— What the task asks —
The entries that follow must be given again exactly, with the pictures excluded.

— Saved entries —
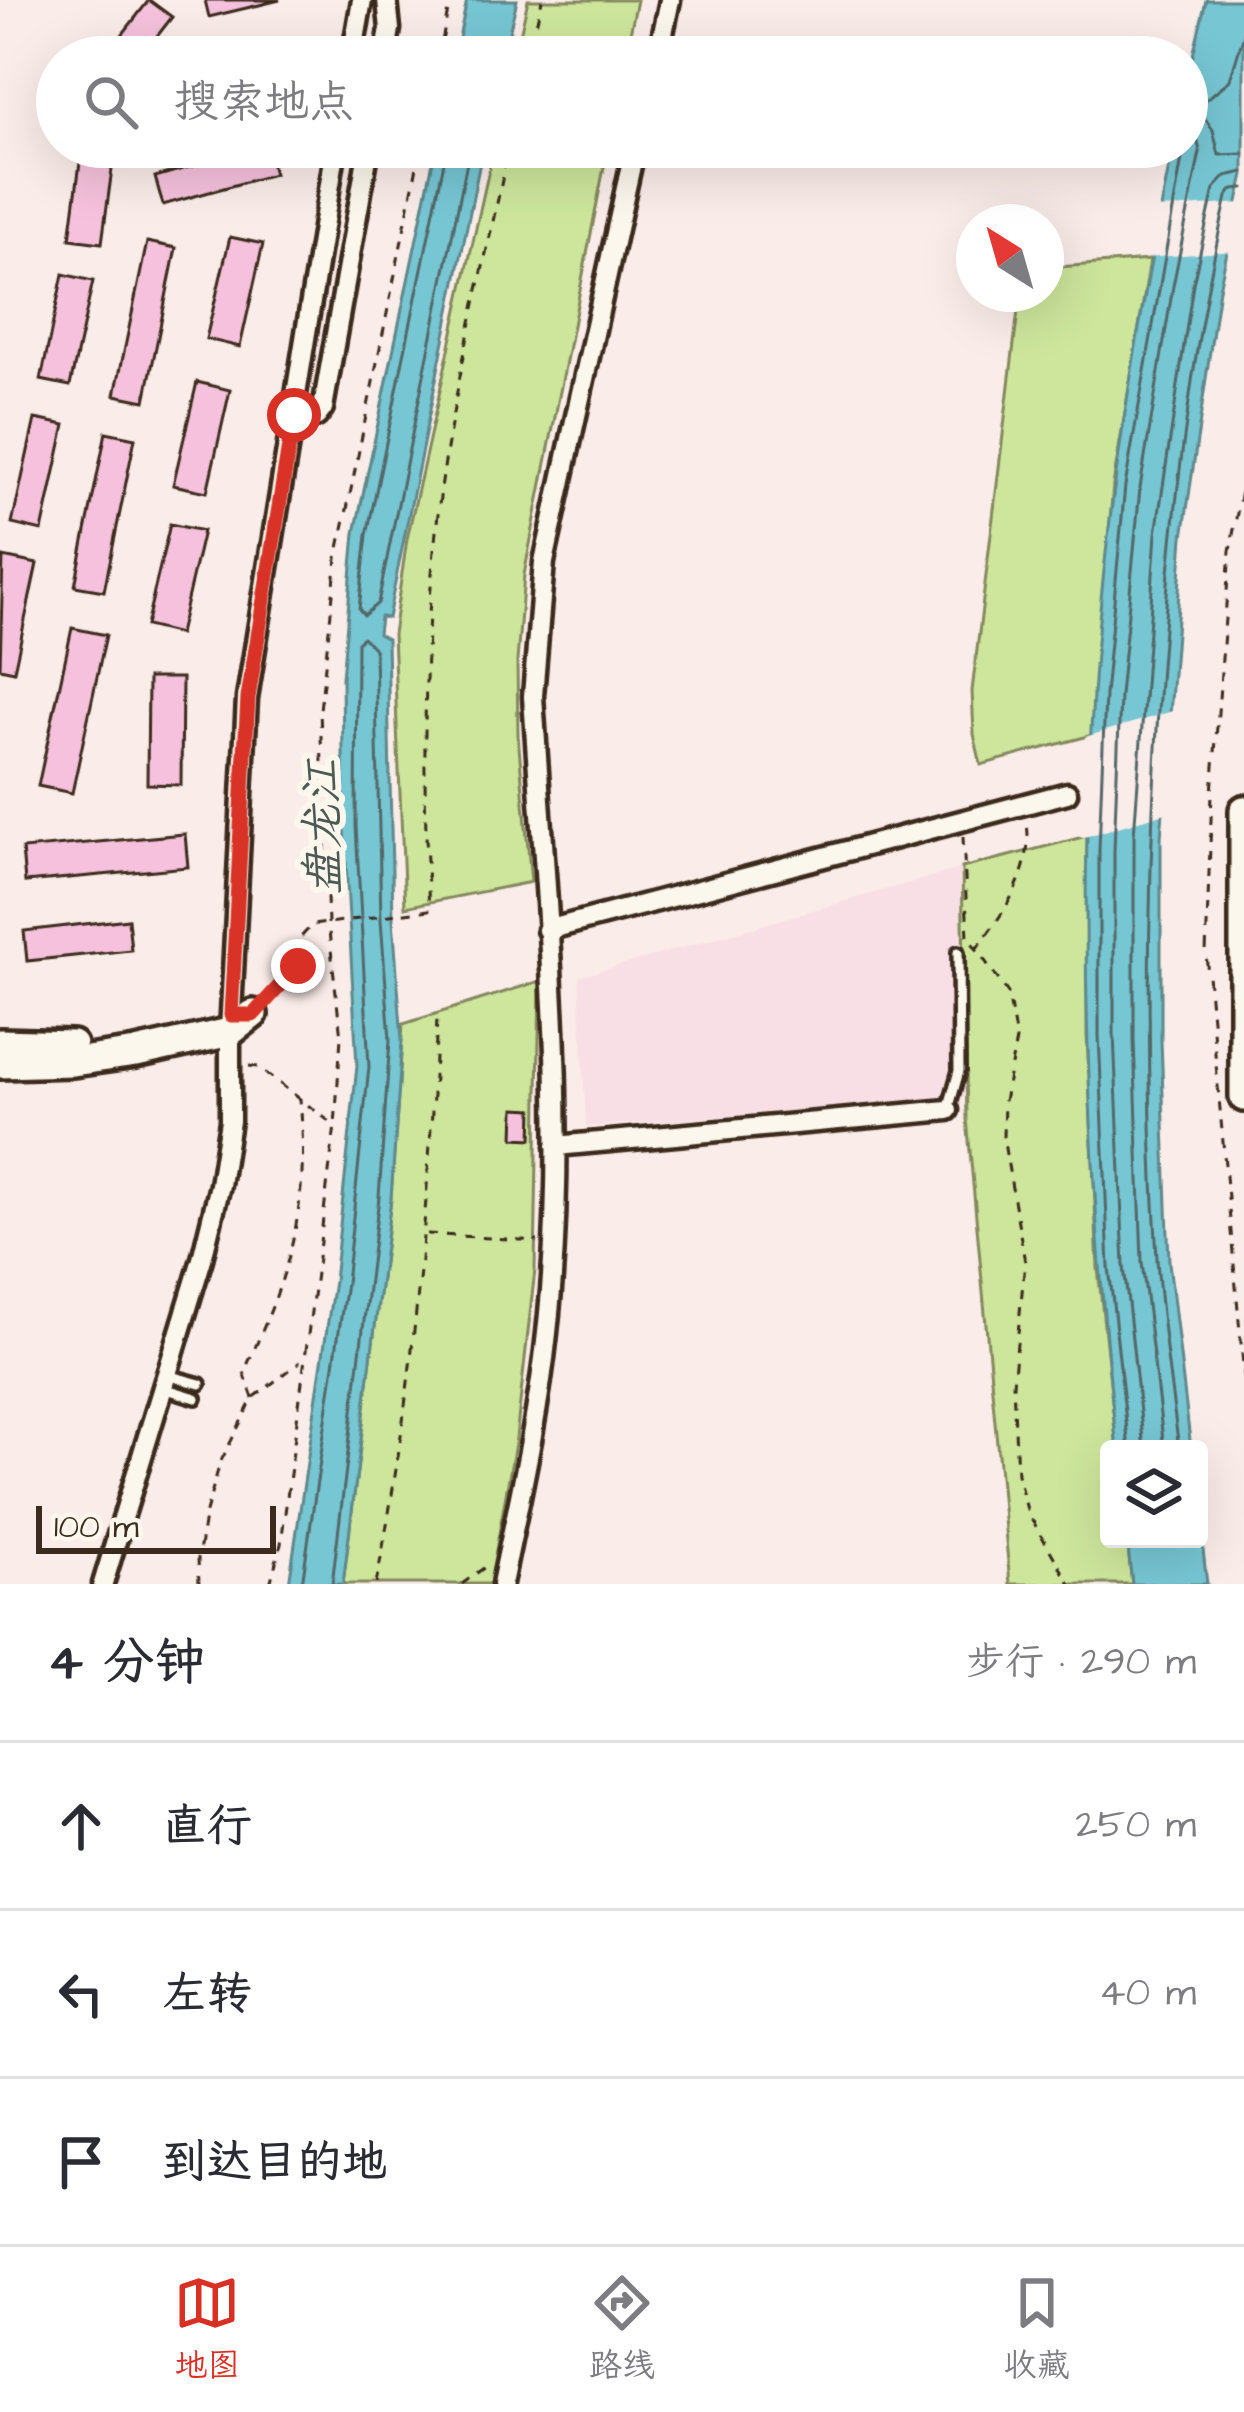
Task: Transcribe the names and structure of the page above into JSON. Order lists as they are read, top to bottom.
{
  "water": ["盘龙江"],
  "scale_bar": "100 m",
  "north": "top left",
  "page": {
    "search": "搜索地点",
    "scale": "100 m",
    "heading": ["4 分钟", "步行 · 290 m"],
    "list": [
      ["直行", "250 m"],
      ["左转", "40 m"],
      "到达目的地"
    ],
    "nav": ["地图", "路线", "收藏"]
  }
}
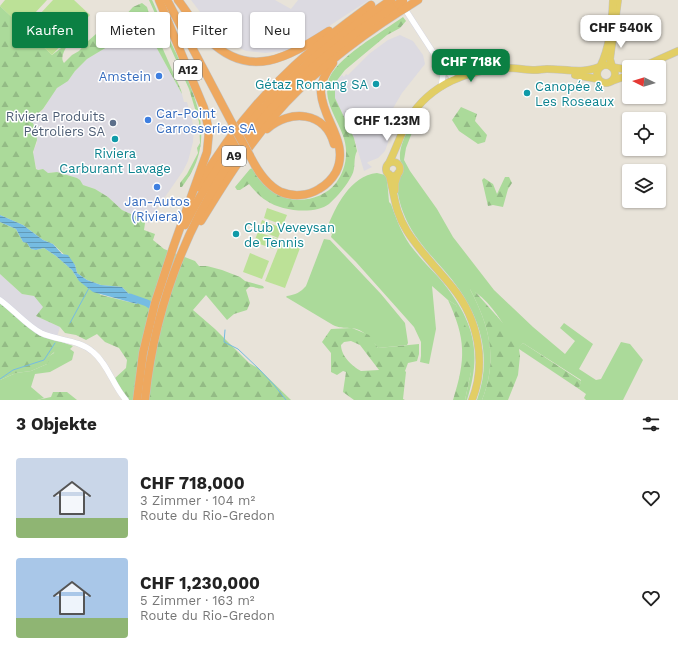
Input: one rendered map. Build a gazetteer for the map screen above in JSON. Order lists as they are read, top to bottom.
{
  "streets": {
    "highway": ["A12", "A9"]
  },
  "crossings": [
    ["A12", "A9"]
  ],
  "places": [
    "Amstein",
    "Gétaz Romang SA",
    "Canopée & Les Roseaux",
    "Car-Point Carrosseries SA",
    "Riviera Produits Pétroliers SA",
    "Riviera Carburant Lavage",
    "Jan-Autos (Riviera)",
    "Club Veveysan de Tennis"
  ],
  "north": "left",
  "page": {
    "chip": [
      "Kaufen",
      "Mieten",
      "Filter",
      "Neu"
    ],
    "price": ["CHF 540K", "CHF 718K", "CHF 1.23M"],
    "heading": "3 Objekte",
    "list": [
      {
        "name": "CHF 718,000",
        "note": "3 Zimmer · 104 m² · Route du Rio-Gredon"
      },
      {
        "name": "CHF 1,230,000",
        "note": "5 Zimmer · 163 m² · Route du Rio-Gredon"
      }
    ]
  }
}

— Answer to the exercise —
Task: Transcribe the names and structure of the page above into JSON. Order lists as they are read, top to bottom.
{
  "water": ["盘龙江"],
  "scale_bar": "100 m",
  "north": "top left",
  "page": {
    "search": "搜索地点",
    "scale": "100 m",
    "heading": ["4 分钟", "步行 · 290 m"],
    "list": [
      ["直行", "250 m"],
      ["左转", "40 m"],
      "到达目的地"
    ],
    "nav": ["地图", "路线", "收藏"]
  }
}
Input: one rendered map. Build a gazetteer for the map screen above in JSON. Order lists as they are read, top to bottom.
{
  "streets": {
    "highway": ["A12", "A9"]
  },
  "crossings": [
    ["A12", "A9"]
  ],
  "places": [
    "Amstein",
    "Gétaz Romang SA",
    "Canopée & Les Roseaux",
    "Car-Point Carrosseries SA",
    "Riviera Produits Pétroliers SA",
    "Riviera Carburant Lavage",
    "Jan-Autos (Riviera)",
    "Club Veveysan de Tennis"
  ],
  "north": "left",
  "page": {
    "chip": [
      "Kaufen",
      "Mieten",
      "Filter",
      "Neu"
    ],
    "price": ["CHF 540K", "CHF 718K", "CHF 1.23M"],
    "heading": "3 Objekte",
    "list": [
      {
        "name": "CHF 718,000",
        "note": "3 Zimmer · 104 m² · Route du Rio-Gredon"
      },
      {
        "name": "CHF 1,230,000",
        "note": "5 Zimmer · 163 m² · Route du Rio-Gredon"
      }
    ]
  }
}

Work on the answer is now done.